Drame migratoire au large de la Libye : au moins 53 morts ou disparus
Un nouveau drame humain s’est produit en Méditerranée centrale. Cinquante-trois personnes sont mortes ou portées disparues après le naufrage d’une embarcation de fortune au large des côtes libyennes. L’information a été confirmée par l’Organisation internationale pour les migrations (OIM), qui précise que seules deux survivantes ont pu être secourues.
Selon l’agence onusienne, le drame est survenu le 6 Février au nord de la ville de Zuwara, dans l’ouest de la Libye. L’embarcation impliquée était un canot pneumatique transportant 55 migrants originaires de plusieurs pays africains. D’après les premiers éléments recueillis, le bateau avait quitté la veille au soir la zone de Zaouia, près de Tripoli, avec pour objectif de rejoindre les côtes européennes.
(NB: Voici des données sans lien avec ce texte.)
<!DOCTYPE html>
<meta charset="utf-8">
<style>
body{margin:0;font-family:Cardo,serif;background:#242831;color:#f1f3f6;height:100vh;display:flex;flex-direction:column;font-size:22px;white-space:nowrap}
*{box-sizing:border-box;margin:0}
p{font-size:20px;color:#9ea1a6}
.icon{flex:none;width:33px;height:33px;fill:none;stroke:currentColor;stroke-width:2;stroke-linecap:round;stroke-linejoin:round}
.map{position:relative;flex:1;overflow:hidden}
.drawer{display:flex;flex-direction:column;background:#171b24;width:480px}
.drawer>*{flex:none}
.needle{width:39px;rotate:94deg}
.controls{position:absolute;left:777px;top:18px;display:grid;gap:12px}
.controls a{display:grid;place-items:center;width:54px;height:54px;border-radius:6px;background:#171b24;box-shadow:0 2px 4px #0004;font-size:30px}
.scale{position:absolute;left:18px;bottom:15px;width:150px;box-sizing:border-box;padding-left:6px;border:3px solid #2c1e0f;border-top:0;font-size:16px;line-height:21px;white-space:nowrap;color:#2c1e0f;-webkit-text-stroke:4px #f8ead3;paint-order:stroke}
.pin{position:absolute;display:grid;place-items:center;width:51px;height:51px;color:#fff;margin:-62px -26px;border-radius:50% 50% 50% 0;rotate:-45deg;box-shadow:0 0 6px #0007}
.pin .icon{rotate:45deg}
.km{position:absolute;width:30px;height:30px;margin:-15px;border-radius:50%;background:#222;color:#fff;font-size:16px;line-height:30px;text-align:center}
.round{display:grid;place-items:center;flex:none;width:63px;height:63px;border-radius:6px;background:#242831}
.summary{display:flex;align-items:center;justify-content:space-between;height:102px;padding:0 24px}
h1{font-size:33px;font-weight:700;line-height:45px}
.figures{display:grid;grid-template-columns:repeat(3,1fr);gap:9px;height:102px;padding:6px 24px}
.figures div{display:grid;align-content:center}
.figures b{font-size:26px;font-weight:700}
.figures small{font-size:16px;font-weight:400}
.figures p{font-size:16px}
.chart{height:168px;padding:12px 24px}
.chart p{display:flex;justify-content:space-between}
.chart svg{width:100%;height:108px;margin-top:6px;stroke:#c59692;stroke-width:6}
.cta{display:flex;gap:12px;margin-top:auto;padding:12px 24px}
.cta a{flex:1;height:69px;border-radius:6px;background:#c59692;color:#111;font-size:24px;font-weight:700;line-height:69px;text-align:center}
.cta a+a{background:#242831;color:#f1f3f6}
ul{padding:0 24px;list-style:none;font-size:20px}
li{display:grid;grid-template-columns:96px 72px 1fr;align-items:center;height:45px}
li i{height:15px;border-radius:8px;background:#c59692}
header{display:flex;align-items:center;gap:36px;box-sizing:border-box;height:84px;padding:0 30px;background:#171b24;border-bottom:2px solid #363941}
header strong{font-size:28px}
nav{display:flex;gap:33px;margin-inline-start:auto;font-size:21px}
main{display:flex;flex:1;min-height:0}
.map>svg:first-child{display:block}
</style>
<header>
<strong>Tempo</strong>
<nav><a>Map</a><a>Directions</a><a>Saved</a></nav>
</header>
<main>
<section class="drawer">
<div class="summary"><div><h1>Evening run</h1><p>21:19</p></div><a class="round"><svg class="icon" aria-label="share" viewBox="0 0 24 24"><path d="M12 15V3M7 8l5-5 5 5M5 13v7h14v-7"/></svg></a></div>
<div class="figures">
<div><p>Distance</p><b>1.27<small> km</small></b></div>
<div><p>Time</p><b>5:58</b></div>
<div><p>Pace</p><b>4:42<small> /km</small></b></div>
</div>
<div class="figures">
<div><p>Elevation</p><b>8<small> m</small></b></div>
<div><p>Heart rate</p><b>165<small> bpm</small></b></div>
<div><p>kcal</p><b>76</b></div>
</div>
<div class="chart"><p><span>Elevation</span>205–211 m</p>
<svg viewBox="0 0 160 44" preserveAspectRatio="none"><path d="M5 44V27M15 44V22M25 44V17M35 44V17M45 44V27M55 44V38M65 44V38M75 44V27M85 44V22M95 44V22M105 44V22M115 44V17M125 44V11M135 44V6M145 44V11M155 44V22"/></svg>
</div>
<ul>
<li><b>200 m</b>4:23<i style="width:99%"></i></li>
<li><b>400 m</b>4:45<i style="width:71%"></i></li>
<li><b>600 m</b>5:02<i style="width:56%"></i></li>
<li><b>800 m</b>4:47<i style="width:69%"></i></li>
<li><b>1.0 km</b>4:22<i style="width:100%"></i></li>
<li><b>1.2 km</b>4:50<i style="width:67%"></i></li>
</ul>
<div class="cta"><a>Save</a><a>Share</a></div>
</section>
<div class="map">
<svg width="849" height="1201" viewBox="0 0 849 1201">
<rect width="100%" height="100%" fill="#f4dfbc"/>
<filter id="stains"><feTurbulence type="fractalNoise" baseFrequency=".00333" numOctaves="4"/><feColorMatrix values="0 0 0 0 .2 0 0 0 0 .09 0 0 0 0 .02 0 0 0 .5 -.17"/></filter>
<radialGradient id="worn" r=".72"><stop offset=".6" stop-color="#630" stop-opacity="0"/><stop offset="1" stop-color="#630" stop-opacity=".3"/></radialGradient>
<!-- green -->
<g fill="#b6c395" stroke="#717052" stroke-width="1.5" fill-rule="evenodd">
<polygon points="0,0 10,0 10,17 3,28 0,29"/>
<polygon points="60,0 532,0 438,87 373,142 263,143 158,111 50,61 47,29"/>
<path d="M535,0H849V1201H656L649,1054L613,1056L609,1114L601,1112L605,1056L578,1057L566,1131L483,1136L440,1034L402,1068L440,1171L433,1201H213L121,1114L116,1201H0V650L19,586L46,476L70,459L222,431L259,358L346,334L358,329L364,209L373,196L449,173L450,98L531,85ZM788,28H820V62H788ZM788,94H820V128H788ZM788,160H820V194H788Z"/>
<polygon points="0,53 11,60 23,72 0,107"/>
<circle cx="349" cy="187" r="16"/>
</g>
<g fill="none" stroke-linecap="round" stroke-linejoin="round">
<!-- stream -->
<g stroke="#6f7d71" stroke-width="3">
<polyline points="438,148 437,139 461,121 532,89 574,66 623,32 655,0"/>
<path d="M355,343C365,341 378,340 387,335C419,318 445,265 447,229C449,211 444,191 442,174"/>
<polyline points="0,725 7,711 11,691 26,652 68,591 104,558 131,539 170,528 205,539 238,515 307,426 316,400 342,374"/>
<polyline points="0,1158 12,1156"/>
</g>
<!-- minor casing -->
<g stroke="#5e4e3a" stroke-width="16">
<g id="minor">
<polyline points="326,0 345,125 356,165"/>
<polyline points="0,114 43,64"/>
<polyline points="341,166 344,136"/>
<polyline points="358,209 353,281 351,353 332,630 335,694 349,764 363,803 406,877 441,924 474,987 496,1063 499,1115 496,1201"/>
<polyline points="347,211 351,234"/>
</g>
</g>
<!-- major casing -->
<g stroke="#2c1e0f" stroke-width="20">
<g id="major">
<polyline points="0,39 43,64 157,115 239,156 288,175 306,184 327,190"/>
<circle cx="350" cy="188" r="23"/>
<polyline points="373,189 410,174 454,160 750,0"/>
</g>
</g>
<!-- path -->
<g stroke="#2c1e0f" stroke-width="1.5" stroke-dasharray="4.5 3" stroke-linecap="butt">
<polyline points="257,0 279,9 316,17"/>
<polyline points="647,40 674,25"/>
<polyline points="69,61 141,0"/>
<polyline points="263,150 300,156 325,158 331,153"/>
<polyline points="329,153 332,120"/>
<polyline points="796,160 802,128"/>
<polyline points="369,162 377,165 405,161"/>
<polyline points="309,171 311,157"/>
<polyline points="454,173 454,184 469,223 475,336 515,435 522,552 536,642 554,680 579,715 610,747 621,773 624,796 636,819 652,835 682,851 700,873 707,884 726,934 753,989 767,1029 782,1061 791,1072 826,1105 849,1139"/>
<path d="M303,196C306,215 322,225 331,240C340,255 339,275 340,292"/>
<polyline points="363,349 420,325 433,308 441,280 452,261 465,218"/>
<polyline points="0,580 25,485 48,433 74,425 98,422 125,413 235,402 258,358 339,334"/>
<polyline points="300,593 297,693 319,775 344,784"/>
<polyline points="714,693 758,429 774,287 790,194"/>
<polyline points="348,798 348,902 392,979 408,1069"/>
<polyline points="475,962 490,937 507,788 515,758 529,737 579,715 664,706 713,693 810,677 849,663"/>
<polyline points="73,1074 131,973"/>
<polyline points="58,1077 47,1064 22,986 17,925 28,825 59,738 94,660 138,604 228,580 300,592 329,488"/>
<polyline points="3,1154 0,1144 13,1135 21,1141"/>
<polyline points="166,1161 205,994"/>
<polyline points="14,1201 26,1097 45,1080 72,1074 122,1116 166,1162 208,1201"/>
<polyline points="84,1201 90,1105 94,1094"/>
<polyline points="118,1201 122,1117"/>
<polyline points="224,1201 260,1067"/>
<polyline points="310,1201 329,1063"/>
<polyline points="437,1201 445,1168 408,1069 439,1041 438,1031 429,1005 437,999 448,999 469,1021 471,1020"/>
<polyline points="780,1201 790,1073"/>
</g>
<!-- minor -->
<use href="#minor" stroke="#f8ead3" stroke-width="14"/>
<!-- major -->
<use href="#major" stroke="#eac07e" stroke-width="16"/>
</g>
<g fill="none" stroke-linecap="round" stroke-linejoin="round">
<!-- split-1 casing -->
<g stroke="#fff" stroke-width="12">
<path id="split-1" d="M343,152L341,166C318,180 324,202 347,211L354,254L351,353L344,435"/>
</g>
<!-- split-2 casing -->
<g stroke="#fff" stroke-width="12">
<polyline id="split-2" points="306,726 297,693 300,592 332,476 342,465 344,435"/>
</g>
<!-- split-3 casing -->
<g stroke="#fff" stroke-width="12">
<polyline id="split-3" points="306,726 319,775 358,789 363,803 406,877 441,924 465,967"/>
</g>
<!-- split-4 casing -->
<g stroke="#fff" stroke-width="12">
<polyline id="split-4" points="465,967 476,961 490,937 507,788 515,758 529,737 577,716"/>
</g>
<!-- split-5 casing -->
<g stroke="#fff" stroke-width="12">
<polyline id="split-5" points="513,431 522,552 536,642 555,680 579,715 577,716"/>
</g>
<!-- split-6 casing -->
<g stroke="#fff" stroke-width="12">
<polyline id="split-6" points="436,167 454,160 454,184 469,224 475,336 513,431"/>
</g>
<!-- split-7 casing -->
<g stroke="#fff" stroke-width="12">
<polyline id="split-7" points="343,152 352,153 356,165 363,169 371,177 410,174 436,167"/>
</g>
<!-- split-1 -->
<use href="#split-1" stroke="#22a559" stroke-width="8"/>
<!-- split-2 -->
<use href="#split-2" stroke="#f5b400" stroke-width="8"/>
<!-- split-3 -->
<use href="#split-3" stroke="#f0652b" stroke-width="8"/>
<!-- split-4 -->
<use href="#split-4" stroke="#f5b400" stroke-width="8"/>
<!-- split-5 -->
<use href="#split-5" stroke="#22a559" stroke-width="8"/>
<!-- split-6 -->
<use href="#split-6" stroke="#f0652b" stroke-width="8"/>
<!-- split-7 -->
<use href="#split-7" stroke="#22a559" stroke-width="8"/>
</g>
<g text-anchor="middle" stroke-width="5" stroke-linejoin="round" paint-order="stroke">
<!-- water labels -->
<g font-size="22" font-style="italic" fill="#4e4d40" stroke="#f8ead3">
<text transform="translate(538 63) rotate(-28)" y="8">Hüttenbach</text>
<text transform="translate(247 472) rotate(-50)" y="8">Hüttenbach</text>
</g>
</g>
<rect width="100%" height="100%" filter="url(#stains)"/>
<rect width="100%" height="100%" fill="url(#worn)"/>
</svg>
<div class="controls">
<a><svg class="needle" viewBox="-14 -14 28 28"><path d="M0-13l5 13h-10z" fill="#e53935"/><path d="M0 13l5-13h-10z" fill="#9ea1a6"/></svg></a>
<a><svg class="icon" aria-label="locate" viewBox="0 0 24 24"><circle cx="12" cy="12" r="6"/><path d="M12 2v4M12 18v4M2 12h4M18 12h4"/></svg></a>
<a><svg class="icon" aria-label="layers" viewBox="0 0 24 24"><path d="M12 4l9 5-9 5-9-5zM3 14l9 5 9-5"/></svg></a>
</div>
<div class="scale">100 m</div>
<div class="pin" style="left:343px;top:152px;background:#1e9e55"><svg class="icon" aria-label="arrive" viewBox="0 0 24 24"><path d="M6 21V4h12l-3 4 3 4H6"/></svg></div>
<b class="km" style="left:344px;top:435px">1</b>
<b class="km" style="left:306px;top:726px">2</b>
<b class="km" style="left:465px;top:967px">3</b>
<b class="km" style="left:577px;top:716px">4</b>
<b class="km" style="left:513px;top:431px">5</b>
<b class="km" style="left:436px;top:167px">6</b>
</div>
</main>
Le naufrage se serait produit environ six heures après le départ. Le canot, surchargé et inadapté à la navigation en haute mer, aurait commencé à prendre l’eau avant de chavirer. Les conditions météorologiques et l’absence d’équipements de sécurité auraient aggravé la situation, rendant toute tentative de survie extrêmement difficile.
Les autorités libyennes ont lancé une opération de recherche et de sauvetage, qui a permis de retrouver deux femmes nigérianes. Rescapées de la catastrophe, elles ont livré des témoignages poignants aux équipes de secours. L’une d’elles a indiqué avoir perdu son mari dans le naufrage, tandis que la seconde a déclaré avoir vu périr ses deux enfants en bas âge.
L’OIM souligne que cet événement tragique s’inscrit dans une série noire qui continue de marquer la route migratoire de la Méditerranée centrale. Depuis le début de l’année 2026, au moins 484 migrants ont déjà été déclarés morts ou disparus sur cet axe maritime, considéré comme l’un des plus dangereux au monde.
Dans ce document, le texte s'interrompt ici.